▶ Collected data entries
# # # # # # #

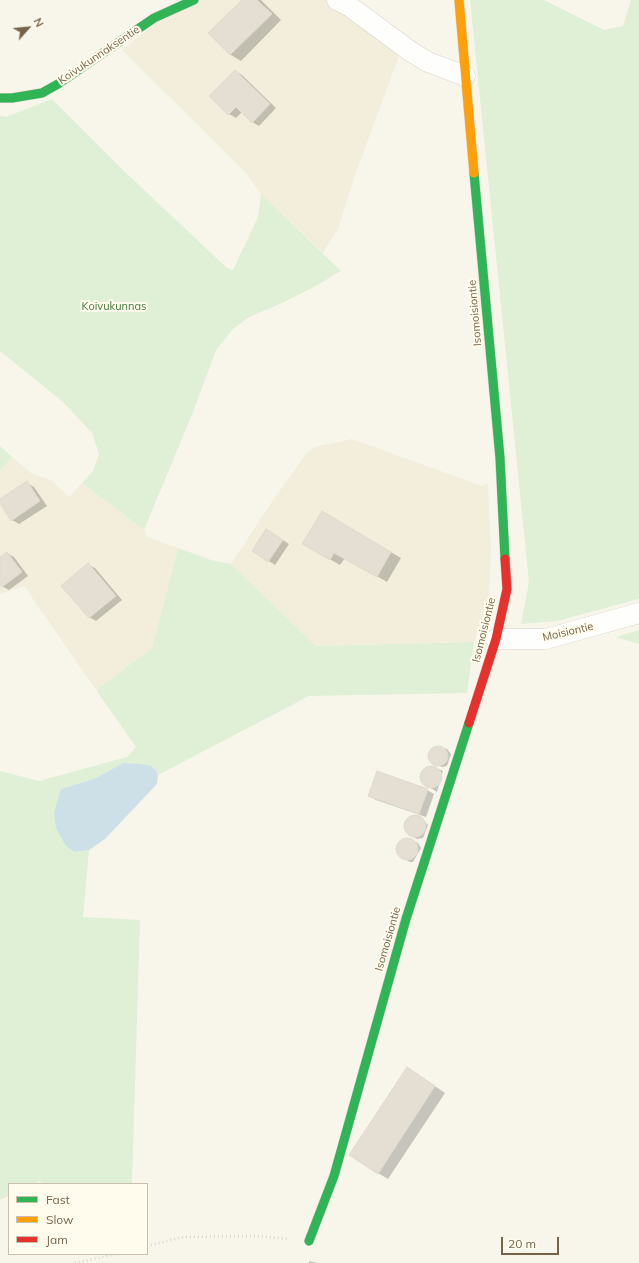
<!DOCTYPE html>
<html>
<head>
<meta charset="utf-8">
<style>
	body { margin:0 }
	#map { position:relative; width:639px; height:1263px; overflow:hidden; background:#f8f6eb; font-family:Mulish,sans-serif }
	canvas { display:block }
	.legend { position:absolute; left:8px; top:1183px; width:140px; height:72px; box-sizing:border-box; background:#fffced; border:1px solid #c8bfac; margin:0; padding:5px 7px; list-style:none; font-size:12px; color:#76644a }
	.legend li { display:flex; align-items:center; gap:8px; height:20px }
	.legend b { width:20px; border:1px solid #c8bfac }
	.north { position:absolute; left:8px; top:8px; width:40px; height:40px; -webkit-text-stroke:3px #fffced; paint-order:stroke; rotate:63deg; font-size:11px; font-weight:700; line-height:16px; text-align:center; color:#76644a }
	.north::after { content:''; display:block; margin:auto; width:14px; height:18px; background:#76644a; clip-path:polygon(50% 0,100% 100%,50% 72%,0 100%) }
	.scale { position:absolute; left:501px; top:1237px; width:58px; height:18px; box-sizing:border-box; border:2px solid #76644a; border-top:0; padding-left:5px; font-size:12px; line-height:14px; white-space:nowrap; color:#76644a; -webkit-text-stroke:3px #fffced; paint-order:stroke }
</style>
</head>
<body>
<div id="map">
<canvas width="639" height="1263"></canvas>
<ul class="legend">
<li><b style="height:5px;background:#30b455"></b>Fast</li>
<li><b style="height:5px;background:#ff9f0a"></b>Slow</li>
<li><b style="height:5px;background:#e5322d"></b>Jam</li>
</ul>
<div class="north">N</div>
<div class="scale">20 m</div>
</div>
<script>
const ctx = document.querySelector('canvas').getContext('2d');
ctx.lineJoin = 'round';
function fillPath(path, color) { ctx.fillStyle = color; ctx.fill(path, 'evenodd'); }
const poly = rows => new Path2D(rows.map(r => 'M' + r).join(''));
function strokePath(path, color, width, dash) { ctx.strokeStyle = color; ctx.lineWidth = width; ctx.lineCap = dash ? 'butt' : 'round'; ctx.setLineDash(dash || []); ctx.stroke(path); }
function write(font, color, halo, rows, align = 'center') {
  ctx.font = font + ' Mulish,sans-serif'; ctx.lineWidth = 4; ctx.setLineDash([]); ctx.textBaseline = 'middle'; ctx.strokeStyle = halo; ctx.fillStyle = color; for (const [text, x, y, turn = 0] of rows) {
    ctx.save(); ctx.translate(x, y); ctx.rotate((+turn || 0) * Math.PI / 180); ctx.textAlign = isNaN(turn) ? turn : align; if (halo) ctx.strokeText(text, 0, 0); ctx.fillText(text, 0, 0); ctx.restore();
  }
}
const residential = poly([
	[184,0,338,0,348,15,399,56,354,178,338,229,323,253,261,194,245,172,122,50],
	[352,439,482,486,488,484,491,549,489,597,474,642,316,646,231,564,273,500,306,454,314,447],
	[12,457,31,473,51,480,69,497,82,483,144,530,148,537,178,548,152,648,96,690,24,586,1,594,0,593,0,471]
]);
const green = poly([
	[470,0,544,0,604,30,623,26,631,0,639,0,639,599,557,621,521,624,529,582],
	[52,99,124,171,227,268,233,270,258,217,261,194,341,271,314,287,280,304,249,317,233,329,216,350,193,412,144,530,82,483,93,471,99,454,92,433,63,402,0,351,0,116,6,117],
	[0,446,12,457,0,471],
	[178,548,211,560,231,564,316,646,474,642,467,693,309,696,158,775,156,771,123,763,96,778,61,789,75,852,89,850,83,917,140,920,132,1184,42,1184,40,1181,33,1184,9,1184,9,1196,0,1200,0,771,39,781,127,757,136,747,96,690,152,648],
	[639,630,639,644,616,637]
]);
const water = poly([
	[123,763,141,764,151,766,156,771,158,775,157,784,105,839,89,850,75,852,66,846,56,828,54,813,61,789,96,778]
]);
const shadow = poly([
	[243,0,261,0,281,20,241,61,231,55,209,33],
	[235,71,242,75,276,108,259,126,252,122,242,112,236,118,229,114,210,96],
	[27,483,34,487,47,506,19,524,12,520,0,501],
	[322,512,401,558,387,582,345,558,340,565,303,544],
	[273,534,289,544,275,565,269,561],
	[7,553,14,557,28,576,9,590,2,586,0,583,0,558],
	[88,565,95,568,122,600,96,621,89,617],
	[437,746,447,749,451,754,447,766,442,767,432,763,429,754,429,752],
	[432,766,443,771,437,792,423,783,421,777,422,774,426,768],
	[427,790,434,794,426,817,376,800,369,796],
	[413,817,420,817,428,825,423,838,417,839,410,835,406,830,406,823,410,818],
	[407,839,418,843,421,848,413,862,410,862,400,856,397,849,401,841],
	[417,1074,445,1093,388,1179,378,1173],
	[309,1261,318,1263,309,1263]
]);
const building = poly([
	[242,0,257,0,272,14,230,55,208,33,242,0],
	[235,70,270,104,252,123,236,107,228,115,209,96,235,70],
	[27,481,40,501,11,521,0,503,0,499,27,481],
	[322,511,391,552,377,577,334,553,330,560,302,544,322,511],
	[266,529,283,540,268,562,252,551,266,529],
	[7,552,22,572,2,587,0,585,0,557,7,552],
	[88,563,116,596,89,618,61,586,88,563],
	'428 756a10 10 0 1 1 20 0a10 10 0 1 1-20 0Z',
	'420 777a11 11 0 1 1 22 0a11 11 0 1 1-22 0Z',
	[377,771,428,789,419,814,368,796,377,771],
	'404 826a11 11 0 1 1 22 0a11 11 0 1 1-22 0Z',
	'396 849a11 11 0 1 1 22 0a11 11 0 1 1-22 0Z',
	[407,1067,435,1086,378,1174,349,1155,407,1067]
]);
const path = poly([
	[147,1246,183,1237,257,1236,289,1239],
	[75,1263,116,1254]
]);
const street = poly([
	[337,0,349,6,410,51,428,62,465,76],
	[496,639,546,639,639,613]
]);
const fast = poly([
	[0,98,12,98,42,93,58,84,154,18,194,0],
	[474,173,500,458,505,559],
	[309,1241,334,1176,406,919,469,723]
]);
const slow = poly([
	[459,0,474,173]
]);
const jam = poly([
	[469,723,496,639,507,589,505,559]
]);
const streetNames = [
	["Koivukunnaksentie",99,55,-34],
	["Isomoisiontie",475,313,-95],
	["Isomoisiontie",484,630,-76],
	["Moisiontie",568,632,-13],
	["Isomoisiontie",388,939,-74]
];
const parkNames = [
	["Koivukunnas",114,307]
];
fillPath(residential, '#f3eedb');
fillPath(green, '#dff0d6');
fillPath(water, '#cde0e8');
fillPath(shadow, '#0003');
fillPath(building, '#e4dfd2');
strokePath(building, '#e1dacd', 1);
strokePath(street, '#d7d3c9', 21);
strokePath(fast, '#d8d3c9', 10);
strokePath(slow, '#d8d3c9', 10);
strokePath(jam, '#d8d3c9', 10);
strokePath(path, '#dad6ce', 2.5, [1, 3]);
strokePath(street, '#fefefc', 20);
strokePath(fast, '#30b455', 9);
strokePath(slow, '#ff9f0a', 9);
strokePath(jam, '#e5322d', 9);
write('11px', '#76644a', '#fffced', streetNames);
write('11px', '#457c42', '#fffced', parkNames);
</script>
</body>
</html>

# # # # # # #

▶ Exercise goal
Retrieve all lines from the data that contain the string "Isomoisiontie".

▶ Result for this exercise
	["Isomoisiontie",475,313,-95],
	["Isomoisiontie",484,630,-76],
	["Isomoisiontie",388,939,-74]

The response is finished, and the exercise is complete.